Required action:
Lines below that include the word "absolute" should each be copied.

=== Dataset excerpts ===

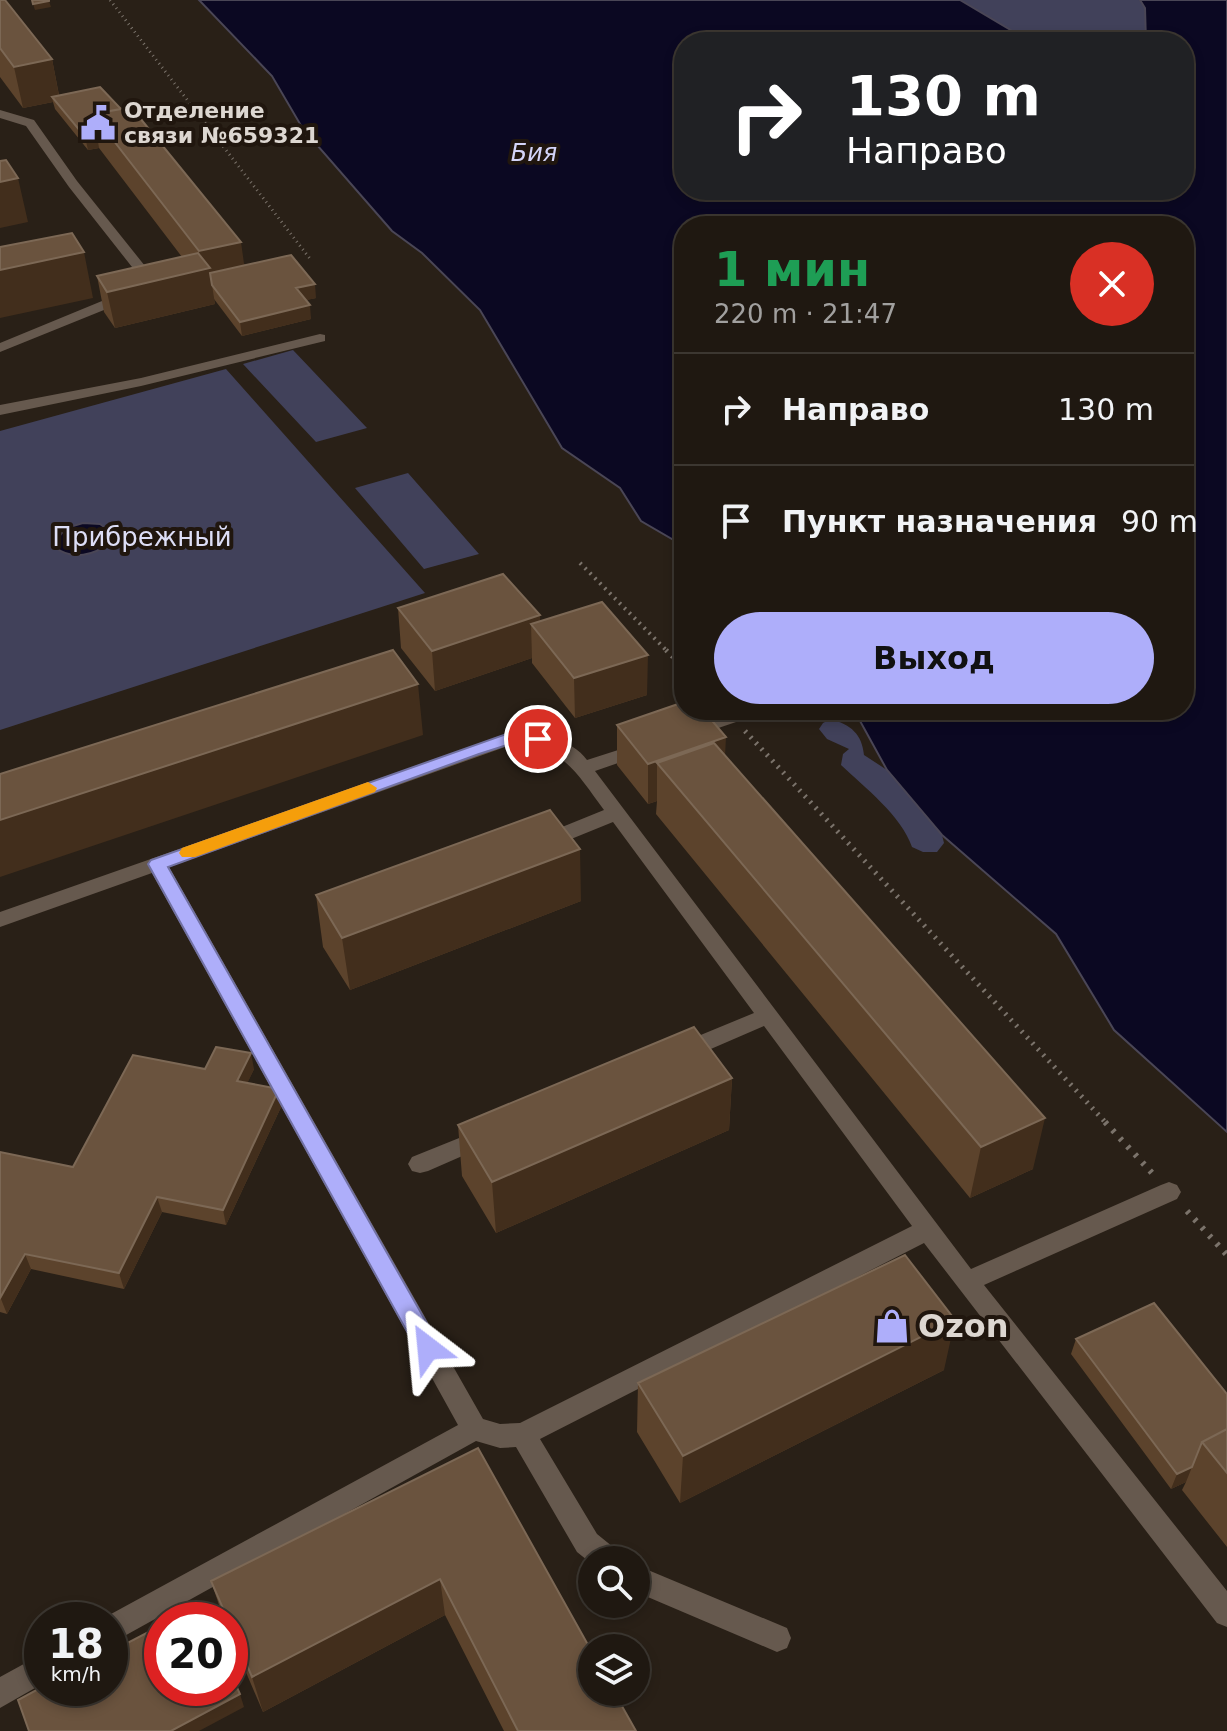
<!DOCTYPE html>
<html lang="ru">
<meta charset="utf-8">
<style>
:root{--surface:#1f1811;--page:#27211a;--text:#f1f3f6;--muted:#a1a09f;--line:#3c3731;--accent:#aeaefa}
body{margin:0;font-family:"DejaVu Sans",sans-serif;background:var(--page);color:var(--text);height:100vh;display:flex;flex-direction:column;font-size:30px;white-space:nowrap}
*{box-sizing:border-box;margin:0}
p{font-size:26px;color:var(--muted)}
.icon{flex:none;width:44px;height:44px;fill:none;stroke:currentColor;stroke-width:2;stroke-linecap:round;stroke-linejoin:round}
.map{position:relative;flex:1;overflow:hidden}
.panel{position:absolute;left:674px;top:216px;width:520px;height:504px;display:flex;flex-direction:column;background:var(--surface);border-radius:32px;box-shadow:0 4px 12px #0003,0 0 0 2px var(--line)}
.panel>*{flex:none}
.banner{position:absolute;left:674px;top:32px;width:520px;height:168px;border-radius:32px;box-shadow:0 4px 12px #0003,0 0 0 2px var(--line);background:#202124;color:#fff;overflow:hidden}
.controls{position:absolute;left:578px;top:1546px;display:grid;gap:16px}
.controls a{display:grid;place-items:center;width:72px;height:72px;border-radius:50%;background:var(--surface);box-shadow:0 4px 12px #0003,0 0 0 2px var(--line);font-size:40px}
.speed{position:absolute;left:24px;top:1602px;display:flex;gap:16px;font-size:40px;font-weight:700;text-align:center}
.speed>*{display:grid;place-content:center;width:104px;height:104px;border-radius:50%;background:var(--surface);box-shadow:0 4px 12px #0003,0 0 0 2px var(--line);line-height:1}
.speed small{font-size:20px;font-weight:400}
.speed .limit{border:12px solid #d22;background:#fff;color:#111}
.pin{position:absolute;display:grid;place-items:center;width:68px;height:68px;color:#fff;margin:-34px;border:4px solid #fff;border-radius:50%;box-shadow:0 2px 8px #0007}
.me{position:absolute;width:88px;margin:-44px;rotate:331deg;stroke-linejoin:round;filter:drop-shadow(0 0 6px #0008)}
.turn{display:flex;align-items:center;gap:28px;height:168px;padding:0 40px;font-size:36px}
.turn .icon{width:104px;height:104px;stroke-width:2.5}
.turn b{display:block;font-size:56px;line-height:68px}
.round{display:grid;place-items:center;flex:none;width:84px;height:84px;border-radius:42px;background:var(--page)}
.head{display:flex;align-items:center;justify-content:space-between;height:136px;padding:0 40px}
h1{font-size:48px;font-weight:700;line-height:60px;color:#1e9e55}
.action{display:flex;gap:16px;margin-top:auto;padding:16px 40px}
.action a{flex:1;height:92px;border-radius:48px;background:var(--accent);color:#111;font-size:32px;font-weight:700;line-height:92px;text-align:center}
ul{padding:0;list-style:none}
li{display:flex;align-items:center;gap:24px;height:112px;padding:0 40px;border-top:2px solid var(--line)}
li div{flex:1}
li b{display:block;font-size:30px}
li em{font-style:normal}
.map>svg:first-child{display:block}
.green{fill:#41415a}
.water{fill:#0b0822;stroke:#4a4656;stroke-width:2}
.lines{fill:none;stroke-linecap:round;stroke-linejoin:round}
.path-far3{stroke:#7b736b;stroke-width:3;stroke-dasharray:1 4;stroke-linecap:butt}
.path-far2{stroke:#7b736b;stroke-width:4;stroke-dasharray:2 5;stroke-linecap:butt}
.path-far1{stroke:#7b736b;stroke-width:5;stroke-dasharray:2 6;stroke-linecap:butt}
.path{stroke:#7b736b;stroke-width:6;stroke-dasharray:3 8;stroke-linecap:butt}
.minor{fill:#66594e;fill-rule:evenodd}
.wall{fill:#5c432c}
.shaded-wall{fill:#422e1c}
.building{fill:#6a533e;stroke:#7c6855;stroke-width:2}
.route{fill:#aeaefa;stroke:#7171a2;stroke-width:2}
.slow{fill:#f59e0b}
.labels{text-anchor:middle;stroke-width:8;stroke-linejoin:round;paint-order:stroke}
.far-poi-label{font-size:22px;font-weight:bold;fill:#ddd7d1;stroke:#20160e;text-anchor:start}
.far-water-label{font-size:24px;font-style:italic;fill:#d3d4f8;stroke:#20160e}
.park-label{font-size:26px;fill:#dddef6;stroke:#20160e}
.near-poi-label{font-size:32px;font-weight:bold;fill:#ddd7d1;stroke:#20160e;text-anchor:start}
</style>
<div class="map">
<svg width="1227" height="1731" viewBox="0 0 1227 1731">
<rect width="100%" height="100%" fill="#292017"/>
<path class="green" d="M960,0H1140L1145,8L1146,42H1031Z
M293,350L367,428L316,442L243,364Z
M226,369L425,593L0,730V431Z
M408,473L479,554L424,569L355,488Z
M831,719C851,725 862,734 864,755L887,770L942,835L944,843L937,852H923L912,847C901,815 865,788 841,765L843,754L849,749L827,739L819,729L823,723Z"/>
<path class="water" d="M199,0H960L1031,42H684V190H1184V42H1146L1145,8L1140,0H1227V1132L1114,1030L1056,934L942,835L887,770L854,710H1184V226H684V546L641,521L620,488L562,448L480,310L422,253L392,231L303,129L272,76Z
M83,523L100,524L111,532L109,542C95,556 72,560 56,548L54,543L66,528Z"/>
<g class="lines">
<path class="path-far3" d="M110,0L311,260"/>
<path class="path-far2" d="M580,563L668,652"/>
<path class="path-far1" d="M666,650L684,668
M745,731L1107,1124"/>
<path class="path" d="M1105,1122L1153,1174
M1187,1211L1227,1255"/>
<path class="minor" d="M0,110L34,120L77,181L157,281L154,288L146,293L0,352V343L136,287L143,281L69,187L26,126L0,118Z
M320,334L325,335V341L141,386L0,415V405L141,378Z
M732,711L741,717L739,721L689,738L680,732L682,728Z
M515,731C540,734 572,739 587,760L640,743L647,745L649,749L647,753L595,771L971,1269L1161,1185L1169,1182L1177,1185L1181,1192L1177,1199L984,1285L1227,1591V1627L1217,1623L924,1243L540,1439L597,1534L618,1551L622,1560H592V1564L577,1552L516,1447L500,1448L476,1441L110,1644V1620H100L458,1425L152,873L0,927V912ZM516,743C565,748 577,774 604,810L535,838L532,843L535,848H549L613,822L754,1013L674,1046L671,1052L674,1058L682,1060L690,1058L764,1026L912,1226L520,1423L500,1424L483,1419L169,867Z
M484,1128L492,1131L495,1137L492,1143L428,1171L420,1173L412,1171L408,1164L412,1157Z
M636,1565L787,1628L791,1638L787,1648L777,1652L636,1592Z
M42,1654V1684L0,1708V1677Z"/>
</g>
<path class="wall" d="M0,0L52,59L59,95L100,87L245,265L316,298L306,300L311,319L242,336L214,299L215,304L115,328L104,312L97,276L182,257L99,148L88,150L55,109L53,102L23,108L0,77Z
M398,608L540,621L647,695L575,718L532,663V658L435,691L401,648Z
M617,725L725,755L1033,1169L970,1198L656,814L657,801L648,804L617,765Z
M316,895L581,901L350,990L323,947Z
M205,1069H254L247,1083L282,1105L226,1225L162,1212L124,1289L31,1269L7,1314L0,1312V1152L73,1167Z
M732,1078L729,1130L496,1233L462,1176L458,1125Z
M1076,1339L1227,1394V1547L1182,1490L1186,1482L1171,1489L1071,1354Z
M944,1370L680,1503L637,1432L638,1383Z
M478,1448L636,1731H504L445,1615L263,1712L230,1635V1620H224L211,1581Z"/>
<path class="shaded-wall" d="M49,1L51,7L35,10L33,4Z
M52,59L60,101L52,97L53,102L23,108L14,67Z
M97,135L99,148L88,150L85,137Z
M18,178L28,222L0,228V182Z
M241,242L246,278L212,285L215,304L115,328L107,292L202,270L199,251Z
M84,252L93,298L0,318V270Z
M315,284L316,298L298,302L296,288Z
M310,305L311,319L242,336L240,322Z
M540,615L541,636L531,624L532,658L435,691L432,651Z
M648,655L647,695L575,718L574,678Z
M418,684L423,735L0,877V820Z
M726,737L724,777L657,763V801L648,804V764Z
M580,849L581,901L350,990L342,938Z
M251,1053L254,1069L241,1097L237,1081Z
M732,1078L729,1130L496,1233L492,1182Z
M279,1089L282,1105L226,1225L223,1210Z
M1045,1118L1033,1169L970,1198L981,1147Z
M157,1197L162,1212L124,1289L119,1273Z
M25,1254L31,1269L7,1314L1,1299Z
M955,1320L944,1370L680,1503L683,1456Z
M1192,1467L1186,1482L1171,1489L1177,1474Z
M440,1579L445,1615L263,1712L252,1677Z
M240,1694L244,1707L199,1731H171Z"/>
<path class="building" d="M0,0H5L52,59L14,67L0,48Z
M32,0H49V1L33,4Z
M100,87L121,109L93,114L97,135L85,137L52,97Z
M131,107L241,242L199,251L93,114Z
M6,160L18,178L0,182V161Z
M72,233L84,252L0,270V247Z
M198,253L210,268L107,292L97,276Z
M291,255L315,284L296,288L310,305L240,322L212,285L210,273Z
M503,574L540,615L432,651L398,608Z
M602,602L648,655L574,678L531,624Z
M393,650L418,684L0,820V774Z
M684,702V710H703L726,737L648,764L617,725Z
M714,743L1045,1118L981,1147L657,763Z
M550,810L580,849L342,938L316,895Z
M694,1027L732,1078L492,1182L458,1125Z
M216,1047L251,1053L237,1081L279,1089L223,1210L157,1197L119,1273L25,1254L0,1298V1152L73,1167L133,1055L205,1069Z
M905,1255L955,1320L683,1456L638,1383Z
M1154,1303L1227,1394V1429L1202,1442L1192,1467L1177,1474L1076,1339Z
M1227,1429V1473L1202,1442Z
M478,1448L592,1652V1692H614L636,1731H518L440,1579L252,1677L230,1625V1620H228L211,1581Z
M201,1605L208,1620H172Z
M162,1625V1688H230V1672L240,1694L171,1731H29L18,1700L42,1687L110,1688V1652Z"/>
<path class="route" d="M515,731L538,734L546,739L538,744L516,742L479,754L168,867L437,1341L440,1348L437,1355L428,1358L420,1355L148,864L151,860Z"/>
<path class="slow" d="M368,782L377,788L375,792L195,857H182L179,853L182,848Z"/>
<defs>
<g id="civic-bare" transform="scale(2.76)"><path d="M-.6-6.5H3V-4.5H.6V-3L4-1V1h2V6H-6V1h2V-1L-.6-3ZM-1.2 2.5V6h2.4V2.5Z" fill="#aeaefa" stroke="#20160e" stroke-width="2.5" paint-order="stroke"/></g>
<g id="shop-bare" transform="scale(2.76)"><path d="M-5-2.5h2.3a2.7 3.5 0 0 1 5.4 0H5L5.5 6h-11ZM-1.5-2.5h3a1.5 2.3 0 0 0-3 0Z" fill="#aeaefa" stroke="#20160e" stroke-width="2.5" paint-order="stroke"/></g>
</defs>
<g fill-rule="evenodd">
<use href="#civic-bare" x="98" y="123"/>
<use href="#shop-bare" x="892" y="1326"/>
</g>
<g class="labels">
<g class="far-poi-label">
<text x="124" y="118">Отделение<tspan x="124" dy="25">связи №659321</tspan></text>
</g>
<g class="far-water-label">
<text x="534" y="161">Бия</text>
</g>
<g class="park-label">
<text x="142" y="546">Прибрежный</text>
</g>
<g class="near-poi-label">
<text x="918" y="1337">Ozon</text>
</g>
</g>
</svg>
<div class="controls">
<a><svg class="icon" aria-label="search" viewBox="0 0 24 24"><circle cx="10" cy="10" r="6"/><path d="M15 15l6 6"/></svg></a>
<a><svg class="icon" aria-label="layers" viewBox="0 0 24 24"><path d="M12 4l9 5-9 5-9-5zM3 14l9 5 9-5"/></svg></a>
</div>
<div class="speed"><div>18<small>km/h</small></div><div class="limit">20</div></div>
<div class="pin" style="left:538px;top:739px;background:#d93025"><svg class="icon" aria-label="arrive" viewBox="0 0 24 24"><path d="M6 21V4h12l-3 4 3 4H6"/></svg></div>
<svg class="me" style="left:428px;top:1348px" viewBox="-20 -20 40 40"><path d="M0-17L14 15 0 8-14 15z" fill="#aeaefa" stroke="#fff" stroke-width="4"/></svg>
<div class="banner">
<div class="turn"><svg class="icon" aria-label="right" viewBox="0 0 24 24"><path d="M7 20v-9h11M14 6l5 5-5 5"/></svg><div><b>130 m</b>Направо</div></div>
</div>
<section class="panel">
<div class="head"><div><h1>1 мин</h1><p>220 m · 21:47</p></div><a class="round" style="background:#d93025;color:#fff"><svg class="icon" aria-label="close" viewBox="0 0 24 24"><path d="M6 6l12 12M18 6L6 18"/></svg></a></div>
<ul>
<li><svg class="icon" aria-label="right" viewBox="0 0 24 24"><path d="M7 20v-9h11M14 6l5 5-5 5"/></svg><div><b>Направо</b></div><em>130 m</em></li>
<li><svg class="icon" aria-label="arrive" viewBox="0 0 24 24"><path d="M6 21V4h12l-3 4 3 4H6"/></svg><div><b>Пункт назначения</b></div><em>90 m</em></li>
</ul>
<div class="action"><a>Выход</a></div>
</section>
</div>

===

Written solution:
.panel{position:absolute;left:674px;top:216px;width:520px;height:504px;display:flex;flex-direction:column;background:var(--surface);border-radius:32px;box-shadow:0 4px 12px #0003,0 0 0 2px var(--line)}
.banner{position:absolute;left:674px;top:32px;width:520px;height:168px;border-radius:32px;box-shadow:0 4px 12px #0003,0 0 0 2px var(--line);background:#202124;color:#fff;overflow:hidden}
.controls{position:absolute;left:578px;top:1546px;display:grid;gap:16px}
.speed{position:absolute;left:24px;top:1602px;display:flex;gap:16px;font-size:40px;font-weight:700;text-align:center}
.pin{position:absolute;display:grid;place-items:center;width:68px;height:68px;color:#fff;margin:-34px;border:4px solid #fff;border-radius:50%;box-shadow:0 2px 8px #0007}
.me{position:absolute;width:88px;margin:-44px;rotate:331deg;stroke-linejoin:round;filter:drop-shadow(0 0 6px #0008)}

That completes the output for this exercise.